▶ [Work order]
What lines in the records below include the word "bottom"? Return each one.

▶ [Stored items]
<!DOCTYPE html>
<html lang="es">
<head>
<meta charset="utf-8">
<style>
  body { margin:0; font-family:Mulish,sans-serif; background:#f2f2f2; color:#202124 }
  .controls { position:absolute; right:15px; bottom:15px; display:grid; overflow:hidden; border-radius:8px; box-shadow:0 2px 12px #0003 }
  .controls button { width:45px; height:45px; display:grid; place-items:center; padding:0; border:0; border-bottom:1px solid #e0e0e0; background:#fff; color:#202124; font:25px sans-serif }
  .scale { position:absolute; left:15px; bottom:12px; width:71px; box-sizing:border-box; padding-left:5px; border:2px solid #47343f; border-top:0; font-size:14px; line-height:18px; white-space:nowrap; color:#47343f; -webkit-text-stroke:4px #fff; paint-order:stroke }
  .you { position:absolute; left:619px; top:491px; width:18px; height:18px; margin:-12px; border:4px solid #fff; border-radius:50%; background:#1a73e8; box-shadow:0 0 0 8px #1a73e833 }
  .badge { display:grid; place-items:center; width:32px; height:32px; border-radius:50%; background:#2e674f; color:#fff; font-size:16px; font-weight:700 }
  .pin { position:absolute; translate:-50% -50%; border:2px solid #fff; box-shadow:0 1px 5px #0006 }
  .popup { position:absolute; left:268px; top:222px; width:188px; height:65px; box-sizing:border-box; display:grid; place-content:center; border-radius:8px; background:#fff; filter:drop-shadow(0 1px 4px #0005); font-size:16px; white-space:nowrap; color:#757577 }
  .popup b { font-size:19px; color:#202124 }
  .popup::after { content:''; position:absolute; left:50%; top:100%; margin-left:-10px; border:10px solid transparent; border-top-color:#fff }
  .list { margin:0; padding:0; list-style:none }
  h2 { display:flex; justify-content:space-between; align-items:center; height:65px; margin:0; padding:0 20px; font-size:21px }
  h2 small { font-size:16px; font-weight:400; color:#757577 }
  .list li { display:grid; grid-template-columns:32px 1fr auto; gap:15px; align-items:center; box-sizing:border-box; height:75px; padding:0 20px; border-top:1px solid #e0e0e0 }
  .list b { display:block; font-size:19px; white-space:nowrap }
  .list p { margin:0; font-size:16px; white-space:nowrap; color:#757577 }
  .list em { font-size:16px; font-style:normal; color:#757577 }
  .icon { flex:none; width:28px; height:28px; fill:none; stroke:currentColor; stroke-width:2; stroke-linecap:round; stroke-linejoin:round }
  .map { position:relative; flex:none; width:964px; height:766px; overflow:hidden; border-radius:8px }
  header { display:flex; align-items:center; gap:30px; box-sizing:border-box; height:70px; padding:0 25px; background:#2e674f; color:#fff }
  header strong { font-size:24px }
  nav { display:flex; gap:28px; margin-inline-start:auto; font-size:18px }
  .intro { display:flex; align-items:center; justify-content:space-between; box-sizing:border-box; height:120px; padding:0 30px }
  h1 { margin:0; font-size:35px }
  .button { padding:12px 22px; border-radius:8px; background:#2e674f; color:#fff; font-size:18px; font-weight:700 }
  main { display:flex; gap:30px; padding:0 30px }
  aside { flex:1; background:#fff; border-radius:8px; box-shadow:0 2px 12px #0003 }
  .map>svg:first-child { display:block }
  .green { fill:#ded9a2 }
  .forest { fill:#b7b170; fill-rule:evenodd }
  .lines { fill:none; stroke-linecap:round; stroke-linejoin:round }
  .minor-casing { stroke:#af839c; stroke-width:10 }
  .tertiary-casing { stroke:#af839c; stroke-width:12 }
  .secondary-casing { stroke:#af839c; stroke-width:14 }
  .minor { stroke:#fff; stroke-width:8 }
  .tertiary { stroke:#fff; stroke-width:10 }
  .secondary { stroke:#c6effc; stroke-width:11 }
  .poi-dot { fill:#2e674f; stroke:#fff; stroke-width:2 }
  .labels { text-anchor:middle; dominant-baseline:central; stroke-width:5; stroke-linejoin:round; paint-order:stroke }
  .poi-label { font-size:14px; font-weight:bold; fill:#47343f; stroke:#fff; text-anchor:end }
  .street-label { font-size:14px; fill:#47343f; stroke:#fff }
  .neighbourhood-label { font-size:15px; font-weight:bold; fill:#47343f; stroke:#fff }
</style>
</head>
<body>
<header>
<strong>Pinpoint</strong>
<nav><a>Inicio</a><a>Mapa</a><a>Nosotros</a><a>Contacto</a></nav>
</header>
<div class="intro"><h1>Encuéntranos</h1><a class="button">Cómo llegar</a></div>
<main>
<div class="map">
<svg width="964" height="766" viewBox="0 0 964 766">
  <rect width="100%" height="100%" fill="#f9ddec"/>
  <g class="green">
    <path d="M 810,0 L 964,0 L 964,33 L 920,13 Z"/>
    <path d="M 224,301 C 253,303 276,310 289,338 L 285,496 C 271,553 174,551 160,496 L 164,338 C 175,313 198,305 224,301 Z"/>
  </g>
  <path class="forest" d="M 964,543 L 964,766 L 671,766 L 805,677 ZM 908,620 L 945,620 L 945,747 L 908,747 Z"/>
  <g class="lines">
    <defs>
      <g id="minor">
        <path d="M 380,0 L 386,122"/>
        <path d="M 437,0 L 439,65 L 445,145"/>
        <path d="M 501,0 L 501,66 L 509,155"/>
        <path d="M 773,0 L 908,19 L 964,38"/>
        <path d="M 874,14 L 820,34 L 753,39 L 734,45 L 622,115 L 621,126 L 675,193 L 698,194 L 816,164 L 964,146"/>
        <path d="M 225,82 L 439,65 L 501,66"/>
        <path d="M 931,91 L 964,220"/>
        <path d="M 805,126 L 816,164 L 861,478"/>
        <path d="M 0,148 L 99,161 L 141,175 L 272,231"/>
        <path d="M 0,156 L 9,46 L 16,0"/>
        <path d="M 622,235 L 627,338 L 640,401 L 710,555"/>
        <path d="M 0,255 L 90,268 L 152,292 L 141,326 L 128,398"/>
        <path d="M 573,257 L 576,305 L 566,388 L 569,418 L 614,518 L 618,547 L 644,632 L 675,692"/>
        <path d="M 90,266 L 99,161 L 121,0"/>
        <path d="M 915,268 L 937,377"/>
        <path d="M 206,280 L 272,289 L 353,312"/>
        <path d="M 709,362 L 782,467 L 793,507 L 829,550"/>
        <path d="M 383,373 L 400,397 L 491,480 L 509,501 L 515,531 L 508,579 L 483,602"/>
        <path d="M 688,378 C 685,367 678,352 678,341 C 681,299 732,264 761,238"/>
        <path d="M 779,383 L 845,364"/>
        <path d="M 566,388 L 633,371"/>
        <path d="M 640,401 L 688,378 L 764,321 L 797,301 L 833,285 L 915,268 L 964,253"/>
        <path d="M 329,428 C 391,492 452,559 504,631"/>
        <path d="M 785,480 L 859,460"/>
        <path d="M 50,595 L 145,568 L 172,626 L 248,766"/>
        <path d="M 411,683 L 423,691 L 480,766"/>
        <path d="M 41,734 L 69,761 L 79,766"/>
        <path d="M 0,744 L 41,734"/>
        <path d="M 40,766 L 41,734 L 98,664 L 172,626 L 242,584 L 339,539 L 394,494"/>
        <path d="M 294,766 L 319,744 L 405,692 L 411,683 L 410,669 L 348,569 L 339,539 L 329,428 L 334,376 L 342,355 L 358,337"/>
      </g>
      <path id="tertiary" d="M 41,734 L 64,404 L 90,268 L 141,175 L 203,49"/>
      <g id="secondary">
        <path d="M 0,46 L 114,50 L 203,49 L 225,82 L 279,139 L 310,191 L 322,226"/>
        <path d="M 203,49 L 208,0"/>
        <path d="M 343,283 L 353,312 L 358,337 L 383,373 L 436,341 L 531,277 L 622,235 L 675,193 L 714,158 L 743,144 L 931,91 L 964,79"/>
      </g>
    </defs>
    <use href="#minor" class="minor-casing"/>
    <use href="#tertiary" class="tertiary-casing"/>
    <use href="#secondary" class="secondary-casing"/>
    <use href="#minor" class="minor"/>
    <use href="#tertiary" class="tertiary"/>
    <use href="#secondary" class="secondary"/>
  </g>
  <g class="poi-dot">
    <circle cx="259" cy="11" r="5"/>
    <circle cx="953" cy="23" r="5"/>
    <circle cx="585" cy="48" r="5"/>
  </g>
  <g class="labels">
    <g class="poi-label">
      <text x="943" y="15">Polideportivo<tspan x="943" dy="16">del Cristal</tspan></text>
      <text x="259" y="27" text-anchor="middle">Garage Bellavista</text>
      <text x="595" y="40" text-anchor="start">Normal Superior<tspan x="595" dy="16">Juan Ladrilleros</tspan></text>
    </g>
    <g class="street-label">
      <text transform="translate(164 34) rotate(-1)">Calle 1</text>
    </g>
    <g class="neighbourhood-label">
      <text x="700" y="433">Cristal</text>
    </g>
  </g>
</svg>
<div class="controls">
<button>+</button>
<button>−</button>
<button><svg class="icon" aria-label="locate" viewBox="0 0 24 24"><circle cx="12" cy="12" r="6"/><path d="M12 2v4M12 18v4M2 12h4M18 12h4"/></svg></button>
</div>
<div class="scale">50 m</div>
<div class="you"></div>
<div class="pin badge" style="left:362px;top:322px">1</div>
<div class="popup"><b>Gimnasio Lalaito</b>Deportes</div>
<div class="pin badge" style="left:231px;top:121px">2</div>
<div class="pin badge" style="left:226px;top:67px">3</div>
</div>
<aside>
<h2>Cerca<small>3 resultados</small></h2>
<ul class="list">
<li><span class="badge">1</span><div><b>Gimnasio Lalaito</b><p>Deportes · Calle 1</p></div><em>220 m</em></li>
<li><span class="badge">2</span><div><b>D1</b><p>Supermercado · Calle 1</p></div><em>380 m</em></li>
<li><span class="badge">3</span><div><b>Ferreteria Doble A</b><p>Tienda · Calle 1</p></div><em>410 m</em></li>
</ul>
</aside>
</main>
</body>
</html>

▶ [Answer section]
  .controls { position:absolute; right:15px; bottom:15px; display:grid; overflow:hidden; border-radius:8px; box-shadow:0 2px 12px #0003 }
  .controls button { width:45px; height:45px; display:grid; place-items:center; padding:0; border:0; border-bottom:1px solid #e0e0e0; background:#fff; color:#202124; font:25px sans-serif }
  .scale { position:absolute; left:15px; bottom:12px; width:71px; box-sizing:border-box; padding-left:5px; border:2px solid #47343f; border-top:0; font-size:14px; line-height:18px; white-space:nowrap; color:#47343f; -webkit-text-stroke:4px #fff; paint-order:stroke }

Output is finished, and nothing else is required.